[EXTRACTED MATERIAL — start]

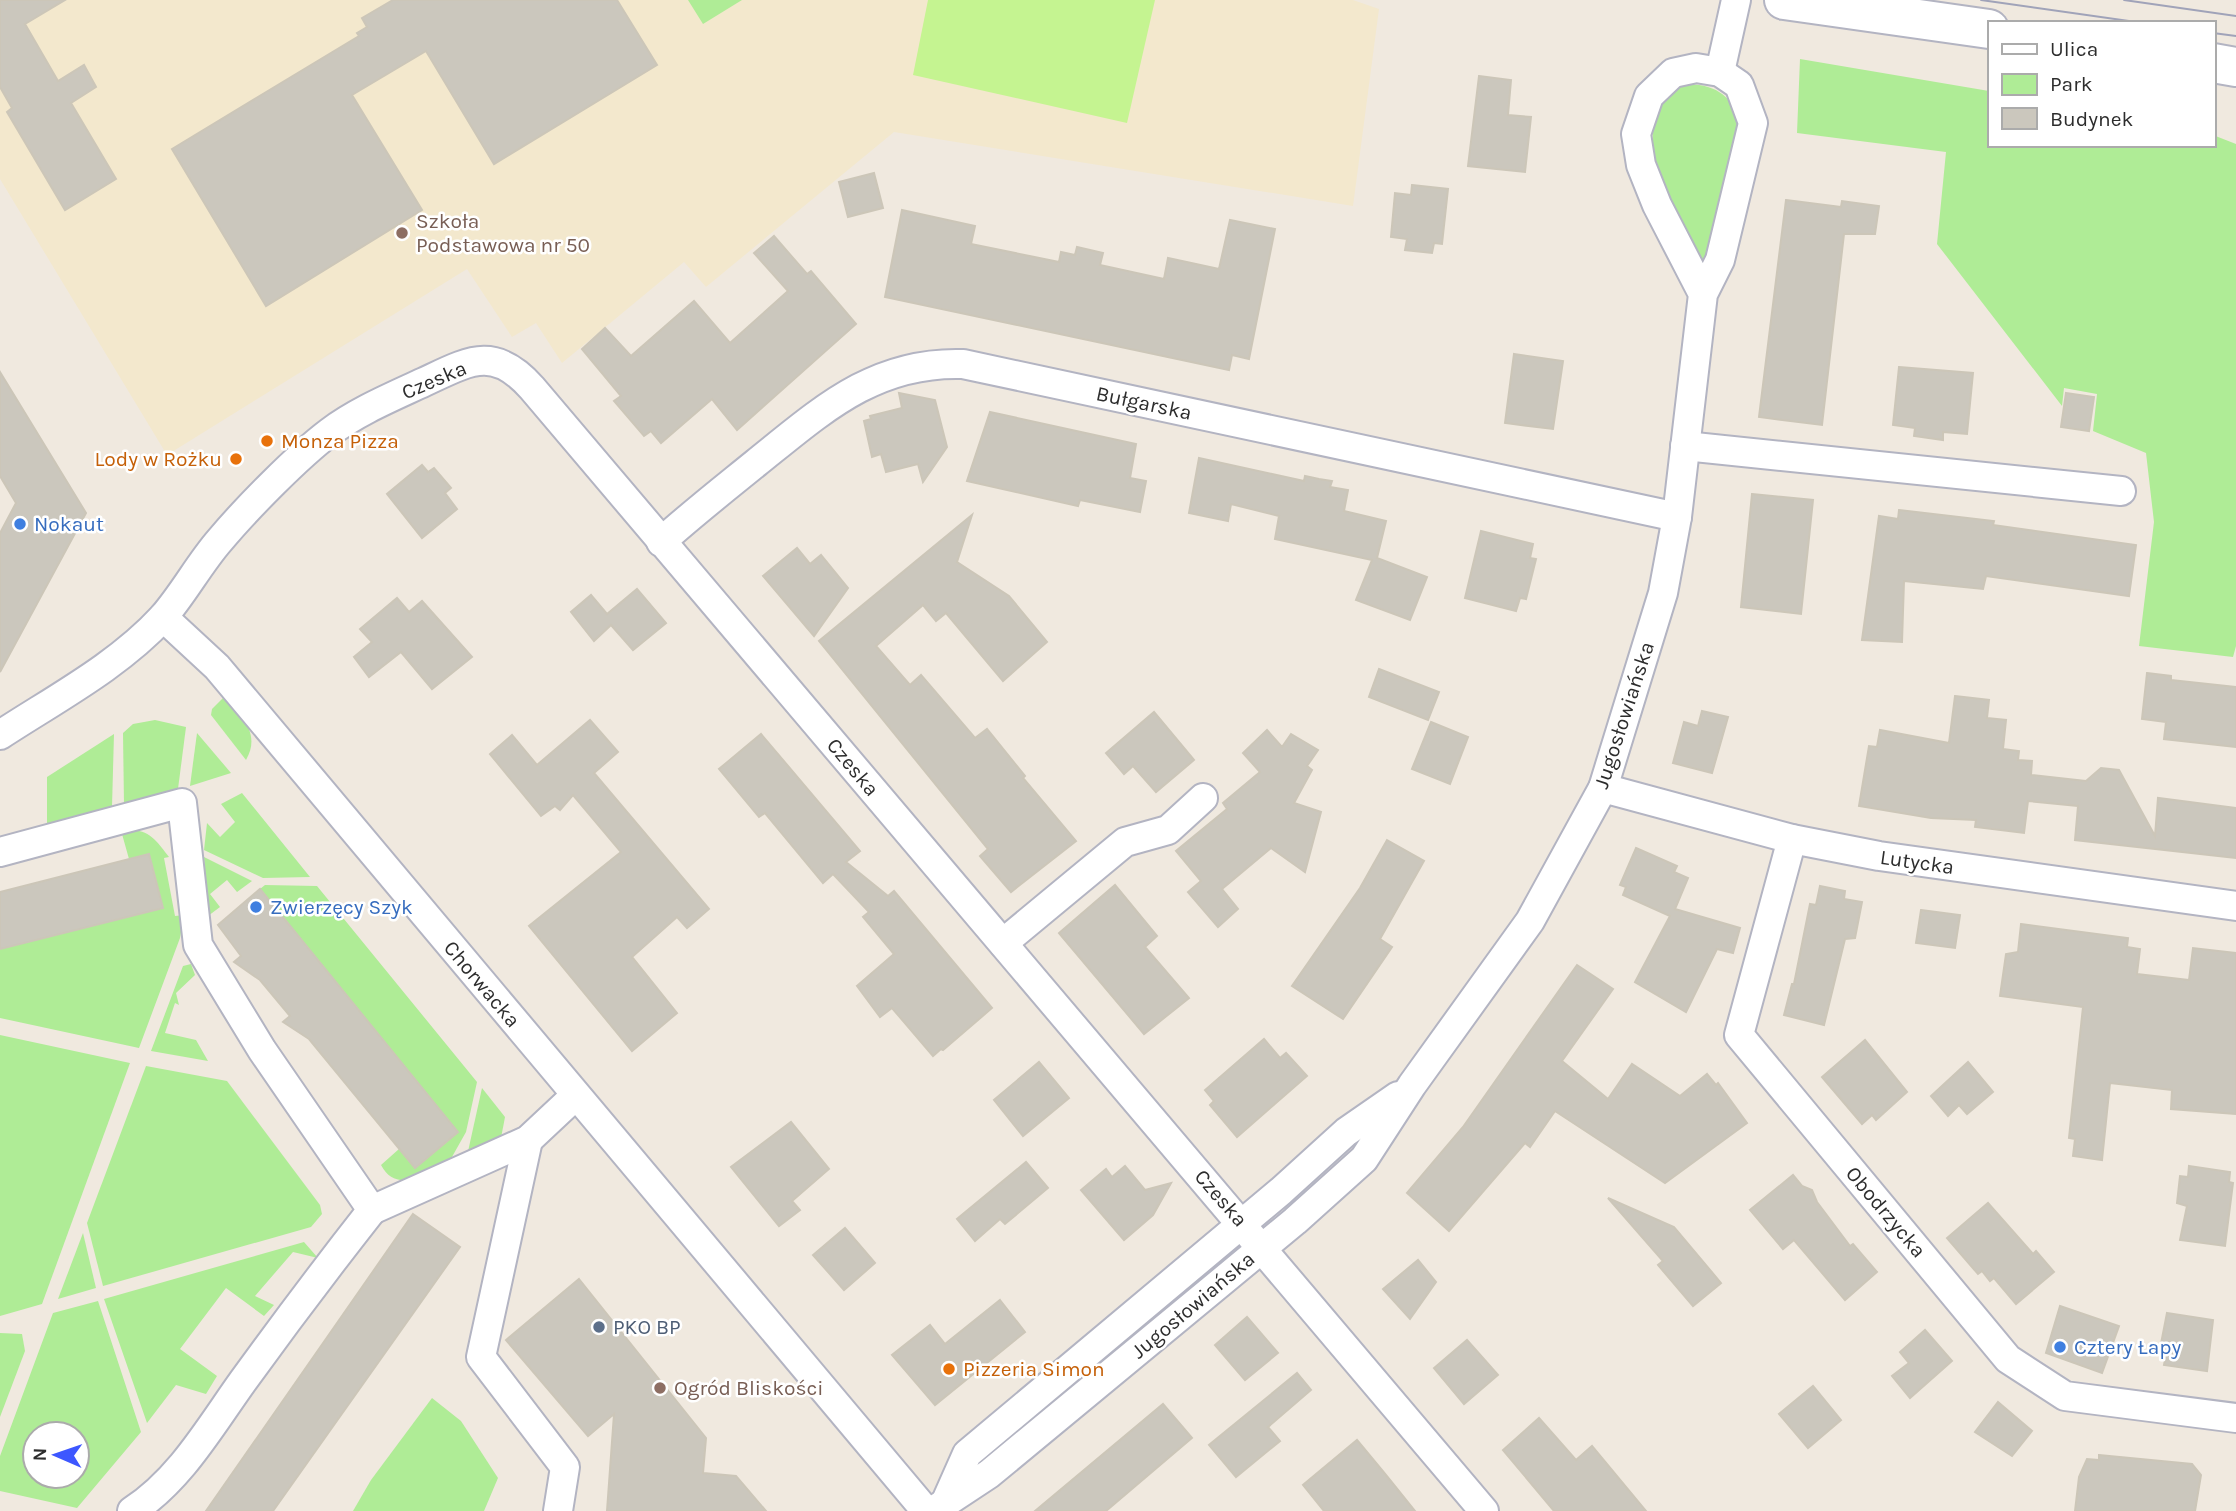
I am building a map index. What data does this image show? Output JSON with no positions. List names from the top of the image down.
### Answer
{
  "streets": {
    "street": [
      "Czeska",
      "Bułgarska",
      "Jugosłowiańska",
      "Lutycka",
      "Chorwacka",
      "Obodrzycka"
    ]
  },
  "crossings": [
    ["Czeska", "Bułgarska"],
    ["Czeska", "Jugosłowiańska"],
    ["Czeska", "Chorwacka"],
    ["Bułgarska", "Jugosłowiańska"],
    ["Jugosłowiańska", "Lutycka"],
    ["Jugosłowiańska", "Chorwacka"],
    ["Lutycka", "Obodrzycka"]
  ],
  "places": [
    "Szkoła Podstawowa nr 50",
    "Monza Pizza",
    "Lody w Rożku",
    "Nokaut",
    "Zwierzęcy Szyk",
    "PKO BP",
    "Cztery Łapy",
    "Pizzeria Simon",
    "Ogród Bliskości"
  ],
  "legend": ["Ulica", "Park", "Budynek"],
  "north": "left"
}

[EXTRACTED MATERIAL — finish]

DIRECTIONS:
Look through the entries and return every line where "Czeska" appears.

ANSWER BOX:
      "Czeska",
    ["Czeska", "Bułgarska"],
    ["Czeska", "Jugosłowiańska"],
    ["Czeska", "Chorwacka"],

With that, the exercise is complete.